If bank funding has evaporated for some developments, public money is still prevalent. One firm benefiting from it is the 29-year-old Ingerman Development, from Collingswood, which has two multifamily projects, for a total of 198 units (No. 9 in TRD’s ranking).
Its first, 19 East, is a six-story rental in a blighted part of downtown Bayonne that broke ground on its 138 studios to two-bedrooms in February.
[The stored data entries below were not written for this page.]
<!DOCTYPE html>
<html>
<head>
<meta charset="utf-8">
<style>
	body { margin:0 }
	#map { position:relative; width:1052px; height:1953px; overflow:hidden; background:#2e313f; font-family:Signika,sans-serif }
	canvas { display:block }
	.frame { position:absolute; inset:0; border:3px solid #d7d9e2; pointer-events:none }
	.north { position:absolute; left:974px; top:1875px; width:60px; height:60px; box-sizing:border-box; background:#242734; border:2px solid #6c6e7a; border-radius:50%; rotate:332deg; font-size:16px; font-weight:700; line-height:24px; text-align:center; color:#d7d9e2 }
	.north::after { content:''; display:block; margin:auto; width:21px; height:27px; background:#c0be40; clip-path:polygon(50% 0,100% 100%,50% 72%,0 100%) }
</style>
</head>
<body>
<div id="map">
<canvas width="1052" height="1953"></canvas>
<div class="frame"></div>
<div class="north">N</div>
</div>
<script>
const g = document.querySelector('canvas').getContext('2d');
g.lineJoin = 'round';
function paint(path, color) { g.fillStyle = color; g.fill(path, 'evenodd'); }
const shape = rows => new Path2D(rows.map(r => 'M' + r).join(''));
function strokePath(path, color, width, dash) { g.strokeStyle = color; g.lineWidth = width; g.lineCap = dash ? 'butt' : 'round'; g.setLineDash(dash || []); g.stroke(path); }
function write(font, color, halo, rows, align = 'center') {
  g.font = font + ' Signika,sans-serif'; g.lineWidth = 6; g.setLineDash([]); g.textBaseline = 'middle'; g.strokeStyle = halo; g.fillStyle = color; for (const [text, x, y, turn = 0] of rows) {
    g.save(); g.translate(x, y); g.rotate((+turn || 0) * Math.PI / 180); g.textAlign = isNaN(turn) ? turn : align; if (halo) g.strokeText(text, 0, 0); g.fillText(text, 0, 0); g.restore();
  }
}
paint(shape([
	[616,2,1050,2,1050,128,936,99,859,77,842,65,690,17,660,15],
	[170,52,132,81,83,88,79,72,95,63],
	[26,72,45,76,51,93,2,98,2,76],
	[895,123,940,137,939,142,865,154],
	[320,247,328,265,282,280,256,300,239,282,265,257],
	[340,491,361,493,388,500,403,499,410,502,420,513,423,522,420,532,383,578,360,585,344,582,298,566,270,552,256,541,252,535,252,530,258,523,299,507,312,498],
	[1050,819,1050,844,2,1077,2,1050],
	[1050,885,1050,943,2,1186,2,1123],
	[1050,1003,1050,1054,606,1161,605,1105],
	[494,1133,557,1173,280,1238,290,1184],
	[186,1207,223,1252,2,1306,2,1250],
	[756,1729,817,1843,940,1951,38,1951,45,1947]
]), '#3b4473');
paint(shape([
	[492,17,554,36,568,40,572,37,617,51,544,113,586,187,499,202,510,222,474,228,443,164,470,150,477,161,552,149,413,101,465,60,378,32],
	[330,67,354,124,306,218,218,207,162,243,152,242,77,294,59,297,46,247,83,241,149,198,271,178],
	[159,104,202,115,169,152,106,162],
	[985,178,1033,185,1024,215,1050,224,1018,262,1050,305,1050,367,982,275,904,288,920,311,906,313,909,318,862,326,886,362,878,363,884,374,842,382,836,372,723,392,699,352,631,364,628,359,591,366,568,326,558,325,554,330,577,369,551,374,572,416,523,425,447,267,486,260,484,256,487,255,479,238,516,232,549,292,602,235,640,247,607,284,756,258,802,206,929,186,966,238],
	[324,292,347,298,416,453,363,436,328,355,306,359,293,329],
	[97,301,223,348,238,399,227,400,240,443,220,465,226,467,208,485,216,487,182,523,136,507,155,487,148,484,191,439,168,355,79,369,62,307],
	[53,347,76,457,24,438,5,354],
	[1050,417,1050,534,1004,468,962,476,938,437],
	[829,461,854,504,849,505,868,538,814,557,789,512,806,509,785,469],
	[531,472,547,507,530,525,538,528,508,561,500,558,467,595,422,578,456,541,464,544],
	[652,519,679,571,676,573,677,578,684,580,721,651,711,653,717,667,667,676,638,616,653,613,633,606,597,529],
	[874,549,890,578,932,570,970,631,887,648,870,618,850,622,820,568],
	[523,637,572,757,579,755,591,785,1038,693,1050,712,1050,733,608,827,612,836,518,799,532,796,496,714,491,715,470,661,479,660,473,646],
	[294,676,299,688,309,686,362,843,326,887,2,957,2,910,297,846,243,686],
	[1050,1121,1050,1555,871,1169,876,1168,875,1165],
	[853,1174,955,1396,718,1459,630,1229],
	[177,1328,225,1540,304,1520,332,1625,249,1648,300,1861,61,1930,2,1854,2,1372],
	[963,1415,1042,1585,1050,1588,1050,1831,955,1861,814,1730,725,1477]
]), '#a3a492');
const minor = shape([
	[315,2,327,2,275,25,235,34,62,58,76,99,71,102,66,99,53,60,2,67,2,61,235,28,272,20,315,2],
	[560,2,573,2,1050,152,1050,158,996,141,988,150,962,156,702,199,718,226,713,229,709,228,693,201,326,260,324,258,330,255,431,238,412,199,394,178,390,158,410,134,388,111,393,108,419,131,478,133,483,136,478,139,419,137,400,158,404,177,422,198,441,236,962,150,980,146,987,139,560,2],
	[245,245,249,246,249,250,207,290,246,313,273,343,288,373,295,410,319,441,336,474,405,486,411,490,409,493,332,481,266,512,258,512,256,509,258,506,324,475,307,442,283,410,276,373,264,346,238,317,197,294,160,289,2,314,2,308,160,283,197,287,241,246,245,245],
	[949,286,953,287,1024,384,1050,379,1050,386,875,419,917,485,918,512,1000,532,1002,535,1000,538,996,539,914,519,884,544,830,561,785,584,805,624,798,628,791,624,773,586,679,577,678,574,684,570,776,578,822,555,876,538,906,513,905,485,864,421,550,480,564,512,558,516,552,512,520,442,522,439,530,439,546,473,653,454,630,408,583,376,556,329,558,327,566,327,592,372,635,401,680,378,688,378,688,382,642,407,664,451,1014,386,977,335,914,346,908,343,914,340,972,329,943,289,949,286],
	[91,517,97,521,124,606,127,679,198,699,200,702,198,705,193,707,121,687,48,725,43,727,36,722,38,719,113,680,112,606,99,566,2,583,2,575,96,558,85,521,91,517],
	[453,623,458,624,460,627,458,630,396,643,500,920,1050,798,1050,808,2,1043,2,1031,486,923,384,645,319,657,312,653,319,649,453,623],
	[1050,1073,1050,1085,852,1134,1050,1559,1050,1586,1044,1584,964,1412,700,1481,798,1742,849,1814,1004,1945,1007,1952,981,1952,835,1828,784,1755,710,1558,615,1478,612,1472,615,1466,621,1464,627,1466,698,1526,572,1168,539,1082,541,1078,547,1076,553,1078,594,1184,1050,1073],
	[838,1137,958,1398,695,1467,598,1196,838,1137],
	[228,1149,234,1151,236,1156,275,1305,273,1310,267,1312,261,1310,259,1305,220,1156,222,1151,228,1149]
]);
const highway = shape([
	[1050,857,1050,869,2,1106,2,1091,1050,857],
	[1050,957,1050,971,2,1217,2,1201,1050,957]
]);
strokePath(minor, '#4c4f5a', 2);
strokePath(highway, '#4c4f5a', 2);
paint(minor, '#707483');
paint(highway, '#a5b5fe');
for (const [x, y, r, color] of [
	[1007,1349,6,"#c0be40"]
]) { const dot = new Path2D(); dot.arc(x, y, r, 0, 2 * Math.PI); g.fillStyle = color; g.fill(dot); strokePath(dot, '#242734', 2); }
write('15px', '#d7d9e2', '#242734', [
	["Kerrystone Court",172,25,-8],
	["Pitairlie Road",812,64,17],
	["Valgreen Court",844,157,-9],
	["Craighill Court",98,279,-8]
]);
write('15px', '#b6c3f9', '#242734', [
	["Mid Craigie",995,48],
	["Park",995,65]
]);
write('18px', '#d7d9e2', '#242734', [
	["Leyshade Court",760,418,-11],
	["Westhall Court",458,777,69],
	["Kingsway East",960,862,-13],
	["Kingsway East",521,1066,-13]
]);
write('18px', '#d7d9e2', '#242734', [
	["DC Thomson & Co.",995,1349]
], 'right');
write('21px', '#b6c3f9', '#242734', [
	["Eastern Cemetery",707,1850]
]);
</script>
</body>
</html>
The $35 million project, which is supposed to open next year, benefits from a generous PILOT property-tax break, a payment in lieu of taxes, which is usually smaller than the tax payment would be.
Other nontraditional funding sources materialized for Ingerman’s Willows at Symphony Hall in downtown Newark, an all-affordable rental with 60 one- and two-bedroom units. The building, on newly trendy Halsey Street, received a grant of $525,000 from the local Peapeck-Gladstone Bank. Calls left with the firm were not returned.
Similarly, taxpayer largesse is helping the Englewood Builders Urban Renewal Company (No. 11 in TRD’s ranking with 185 units), made up of the BNE Real Estate Group and Sterling Properties. The firm plans to build 185 studio to two-bedroom rental apartments in a five-story building on the 2.5-acre former site of a school and firehouse in Englewood. The land was purchased from the city for $7.9 million.
Jonathan Schwartz, a BNE principal, declined to provide the development cost of the project, whose chief lender is Capital One Bank. But for 15 years, the developer will pay PILOT fees, and not full property taxes, at a starting rate of 12 percent -— an essential boost, he said. “Taxes are very high in New Jersey; if a developer can know what their tax bill be over the long term, it gives projects more viability,” he said, adding that land and construction costs are high, too. “You really need incentives like that.”
Despite the difficulties, the trends are still a cause for bullishness, said Henry Waller, vice president of City Living, a division of Toll Brothers, which was seventh in TRD’s ranking with 242 units. To the Philadelphia-based developer that’s been building in the state since 1982, New Jersey’s star is rising.
“Historically, New Jersey was a place where you stopped on your way into the city or on your way out of the city,” he said. “But in the last couple years, we have seen people’s tenure in New Jersey lengthen as they pass through.”
—Harunobu Coryne provided research for this article.